---------- Data shown

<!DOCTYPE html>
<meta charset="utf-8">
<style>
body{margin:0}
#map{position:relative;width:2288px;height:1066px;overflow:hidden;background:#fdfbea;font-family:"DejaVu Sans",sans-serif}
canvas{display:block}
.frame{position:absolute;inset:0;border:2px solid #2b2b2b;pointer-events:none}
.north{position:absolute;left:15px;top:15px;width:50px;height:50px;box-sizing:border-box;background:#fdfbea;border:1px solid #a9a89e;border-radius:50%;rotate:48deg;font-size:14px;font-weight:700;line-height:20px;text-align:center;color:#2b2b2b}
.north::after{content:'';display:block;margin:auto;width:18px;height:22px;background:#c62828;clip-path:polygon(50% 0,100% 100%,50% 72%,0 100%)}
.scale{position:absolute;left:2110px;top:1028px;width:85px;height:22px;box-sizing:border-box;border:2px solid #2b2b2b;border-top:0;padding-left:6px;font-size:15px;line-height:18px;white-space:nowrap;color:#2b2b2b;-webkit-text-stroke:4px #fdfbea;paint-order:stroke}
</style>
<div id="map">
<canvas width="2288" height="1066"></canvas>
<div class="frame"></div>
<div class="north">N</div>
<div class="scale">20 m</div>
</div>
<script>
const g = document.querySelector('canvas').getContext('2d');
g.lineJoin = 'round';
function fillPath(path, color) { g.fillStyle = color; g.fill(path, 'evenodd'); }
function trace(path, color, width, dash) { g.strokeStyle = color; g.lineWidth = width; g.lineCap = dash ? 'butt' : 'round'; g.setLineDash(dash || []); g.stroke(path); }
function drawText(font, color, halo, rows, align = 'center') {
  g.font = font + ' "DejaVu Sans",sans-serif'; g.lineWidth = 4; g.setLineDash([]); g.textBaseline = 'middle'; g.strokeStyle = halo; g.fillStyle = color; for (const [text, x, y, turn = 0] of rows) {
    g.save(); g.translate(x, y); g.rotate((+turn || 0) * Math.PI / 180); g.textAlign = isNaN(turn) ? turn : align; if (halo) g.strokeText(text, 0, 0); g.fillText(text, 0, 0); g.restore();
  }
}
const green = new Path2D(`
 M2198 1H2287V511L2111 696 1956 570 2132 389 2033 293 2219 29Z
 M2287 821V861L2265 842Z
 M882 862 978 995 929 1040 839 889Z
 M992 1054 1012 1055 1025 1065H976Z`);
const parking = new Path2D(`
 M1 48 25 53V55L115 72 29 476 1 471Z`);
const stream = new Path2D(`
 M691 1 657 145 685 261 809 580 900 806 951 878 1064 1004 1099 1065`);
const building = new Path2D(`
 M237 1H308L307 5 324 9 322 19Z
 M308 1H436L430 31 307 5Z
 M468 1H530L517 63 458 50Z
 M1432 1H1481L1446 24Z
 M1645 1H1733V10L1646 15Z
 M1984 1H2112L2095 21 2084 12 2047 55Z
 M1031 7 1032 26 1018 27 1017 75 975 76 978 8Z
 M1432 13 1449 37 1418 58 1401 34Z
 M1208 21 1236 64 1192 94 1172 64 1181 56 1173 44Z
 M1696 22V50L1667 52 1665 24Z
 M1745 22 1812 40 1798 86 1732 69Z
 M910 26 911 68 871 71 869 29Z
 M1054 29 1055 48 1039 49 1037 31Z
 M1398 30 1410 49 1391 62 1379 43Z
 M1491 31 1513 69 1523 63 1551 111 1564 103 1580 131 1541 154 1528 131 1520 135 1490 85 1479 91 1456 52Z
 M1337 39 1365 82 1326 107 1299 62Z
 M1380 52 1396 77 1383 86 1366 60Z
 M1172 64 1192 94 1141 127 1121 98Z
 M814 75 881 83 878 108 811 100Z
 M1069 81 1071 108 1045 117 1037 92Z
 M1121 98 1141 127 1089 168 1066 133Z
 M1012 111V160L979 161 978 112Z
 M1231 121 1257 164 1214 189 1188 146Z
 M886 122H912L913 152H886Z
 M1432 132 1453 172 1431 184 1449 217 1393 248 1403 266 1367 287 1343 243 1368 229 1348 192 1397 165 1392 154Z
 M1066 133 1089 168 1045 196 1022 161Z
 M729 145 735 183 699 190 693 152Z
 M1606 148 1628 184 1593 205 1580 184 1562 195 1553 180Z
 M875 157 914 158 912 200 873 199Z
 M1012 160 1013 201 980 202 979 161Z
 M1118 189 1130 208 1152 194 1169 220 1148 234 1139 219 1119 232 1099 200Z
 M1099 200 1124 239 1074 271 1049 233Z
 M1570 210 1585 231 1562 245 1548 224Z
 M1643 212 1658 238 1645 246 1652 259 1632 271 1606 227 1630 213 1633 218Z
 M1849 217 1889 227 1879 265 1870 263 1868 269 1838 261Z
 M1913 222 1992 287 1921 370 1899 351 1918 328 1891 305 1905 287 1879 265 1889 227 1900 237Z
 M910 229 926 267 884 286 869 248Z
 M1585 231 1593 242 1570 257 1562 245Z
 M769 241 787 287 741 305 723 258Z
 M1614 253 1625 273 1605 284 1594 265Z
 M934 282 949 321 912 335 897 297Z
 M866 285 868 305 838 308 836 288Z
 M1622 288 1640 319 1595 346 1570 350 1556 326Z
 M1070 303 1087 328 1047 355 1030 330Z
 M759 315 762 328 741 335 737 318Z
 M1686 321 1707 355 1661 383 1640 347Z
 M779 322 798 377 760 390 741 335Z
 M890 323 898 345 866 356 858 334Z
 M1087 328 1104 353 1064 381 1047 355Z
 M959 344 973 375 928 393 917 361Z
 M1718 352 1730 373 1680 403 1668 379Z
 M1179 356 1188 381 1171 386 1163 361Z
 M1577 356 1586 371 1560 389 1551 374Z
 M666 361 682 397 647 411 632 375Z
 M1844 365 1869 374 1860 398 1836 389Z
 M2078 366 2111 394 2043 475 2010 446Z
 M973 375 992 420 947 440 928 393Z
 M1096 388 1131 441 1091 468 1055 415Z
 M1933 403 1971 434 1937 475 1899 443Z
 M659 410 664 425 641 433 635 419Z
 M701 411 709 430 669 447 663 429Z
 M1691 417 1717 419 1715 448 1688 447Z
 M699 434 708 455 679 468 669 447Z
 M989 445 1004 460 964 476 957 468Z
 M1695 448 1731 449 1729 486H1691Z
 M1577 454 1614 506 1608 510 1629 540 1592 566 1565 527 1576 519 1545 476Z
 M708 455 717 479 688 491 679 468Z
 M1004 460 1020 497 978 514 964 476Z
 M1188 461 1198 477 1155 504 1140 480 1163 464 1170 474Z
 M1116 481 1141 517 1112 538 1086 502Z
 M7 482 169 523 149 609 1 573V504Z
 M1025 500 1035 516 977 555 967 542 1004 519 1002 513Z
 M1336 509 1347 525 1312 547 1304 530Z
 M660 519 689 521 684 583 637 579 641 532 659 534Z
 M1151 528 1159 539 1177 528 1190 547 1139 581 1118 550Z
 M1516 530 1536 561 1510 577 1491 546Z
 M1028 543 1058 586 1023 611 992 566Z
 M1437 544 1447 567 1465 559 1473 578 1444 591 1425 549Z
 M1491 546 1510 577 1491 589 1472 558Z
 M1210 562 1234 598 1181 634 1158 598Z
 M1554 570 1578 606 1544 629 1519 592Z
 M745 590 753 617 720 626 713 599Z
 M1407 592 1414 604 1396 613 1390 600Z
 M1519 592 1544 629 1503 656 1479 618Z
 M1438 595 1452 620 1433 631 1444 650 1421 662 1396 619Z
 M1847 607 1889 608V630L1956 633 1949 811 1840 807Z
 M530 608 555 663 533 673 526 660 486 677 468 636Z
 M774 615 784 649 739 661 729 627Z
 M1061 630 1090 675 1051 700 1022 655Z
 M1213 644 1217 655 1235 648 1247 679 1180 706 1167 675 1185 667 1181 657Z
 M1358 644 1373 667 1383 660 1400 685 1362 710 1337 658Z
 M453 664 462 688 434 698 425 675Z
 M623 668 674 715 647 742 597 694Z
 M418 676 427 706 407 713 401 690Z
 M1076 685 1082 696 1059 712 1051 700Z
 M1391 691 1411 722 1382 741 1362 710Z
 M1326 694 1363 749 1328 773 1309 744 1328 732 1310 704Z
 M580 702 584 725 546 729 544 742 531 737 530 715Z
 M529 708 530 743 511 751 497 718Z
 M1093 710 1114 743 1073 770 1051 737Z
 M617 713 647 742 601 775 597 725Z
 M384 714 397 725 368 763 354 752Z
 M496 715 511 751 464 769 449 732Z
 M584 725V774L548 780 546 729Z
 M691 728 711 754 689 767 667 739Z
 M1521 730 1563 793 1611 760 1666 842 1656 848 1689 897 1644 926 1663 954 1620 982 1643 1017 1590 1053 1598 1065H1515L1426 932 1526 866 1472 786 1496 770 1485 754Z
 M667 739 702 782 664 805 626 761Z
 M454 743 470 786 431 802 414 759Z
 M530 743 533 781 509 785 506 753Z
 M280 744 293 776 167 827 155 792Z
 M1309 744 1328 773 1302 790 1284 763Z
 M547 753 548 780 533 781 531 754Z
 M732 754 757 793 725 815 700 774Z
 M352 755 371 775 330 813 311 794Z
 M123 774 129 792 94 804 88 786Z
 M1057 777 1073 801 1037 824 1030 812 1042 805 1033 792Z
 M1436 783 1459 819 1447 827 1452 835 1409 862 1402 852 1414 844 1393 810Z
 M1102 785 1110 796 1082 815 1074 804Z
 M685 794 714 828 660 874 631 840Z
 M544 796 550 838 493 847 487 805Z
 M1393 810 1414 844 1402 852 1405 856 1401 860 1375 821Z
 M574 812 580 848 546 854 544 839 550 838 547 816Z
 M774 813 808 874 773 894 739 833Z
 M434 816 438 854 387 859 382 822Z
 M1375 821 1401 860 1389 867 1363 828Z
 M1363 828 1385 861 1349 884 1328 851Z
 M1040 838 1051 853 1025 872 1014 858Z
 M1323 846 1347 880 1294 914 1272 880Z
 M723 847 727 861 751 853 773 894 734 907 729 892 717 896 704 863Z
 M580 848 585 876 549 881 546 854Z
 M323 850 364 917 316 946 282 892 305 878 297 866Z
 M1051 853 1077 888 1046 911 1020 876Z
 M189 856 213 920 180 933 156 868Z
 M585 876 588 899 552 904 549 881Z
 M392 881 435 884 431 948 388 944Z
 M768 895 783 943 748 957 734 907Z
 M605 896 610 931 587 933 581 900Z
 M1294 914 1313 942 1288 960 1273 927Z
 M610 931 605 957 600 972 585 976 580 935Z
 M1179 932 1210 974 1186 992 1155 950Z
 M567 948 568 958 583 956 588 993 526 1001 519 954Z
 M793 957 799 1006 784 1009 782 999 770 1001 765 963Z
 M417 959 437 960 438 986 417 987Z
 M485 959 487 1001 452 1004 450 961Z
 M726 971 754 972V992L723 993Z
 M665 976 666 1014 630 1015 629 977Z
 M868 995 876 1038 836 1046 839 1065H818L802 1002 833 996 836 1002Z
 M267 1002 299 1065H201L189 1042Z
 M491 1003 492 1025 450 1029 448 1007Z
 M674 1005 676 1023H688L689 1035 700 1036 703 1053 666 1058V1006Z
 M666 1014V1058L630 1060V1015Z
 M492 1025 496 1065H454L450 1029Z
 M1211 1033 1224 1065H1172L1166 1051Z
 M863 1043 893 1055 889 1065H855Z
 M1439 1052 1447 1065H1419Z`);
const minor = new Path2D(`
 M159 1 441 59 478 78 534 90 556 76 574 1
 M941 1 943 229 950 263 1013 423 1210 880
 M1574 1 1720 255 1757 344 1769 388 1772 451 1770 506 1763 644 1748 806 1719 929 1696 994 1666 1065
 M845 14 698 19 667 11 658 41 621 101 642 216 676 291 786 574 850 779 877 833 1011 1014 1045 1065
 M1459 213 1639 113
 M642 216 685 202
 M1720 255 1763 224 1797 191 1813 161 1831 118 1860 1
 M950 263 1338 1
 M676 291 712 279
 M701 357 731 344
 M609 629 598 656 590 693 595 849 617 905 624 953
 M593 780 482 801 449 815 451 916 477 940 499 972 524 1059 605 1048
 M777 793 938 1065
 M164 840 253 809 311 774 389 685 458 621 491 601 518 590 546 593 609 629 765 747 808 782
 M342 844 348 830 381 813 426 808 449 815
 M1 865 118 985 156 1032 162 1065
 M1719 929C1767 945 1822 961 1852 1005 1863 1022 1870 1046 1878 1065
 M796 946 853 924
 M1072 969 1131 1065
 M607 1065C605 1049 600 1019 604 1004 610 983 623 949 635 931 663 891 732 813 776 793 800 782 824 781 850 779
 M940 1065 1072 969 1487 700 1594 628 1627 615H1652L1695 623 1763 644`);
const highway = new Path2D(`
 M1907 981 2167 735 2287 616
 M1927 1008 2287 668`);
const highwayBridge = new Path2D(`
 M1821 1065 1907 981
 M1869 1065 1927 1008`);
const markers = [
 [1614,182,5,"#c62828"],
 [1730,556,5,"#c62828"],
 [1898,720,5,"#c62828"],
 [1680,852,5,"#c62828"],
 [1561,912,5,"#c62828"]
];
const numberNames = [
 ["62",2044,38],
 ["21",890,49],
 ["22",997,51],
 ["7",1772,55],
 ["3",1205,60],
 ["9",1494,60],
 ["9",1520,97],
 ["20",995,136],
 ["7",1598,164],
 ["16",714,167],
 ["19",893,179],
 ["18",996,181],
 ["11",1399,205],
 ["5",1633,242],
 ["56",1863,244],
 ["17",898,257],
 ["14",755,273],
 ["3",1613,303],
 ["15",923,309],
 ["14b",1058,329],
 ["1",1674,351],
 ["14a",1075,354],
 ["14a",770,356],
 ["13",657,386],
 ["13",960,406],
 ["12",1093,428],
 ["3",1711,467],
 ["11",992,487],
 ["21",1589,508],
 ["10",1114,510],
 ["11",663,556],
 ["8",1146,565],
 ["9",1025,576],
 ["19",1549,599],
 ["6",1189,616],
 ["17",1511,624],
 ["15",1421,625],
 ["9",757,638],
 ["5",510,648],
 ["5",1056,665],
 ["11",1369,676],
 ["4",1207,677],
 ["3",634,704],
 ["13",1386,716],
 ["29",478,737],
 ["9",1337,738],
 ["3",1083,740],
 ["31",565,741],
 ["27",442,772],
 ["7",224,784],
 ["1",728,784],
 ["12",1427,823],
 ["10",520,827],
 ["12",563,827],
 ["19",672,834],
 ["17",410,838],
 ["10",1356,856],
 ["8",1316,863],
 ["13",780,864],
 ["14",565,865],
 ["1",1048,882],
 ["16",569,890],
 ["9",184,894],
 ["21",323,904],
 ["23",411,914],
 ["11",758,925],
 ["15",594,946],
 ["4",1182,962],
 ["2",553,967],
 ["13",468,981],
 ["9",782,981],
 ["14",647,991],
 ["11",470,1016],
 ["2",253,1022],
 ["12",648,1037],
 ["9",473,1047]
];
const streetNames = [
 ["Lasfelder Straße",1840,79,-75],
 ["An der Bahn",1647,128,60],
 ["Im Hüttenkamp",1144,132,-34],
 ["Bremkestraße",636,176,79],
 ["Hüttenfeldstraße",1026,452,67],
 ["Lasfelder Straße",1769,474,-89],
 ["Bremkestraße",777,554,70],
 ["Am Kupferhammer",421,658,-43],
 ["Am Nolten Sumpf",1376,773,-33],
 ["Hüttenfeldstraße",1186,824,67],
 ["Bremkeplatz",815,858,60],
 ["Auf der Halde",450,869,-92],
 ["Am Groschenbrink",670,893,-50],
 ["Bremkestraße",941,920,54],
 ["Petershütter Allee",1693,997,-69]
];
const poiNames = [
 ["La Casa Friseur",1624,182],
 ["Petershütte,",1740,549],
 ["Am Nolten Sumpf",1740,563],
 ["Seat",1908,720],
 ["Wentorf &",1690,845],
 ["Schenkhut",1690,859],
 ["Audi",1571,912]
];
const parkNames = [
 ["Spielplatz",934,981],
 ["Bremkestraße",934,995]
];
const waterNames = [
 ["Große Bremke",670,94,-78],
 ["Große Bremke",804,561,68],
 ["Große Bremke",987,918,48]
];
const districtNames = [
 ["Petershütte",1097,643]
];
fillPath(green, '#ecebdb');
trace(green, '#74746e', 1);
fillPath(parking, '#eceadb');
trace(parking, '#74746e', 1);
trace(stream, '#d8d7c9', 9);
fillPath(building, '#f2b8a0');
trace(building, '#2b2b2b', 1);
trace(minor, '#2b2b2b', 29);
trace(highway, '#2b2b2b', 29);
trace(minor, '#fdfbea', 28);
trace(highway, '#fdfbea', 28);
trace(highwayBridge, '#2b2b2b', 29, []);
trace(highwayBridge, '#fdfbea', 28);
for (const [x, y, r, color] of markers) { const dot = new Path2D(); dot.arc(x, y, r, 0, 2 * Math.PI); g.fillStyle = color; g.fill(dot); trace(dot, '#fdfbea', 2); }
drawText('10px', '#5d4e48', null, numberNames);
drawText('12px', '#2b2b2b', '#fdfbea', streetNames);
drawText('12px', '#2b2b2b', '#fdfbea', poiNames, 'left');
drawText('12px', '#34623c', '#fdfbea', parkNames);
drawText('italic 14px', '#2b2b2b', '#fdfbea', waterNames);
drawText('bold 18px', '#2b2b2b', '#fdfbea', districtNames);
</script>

--------------------

The task. Whenever a line in the entries above includes the word "rows", pull that line out.

Exercise output.
function drawText(font, color, halo, rows, align = 'center') {
  g.font = font + ' "DejaVu Sans",sans-serif'; g.lineWidth = 4; g.setLineDash([]); g.textBaseline = 'middle'; g.strokeStyle = halo; g.fillStyle = color; for (const [text, x, y, turn = 0] of rows) {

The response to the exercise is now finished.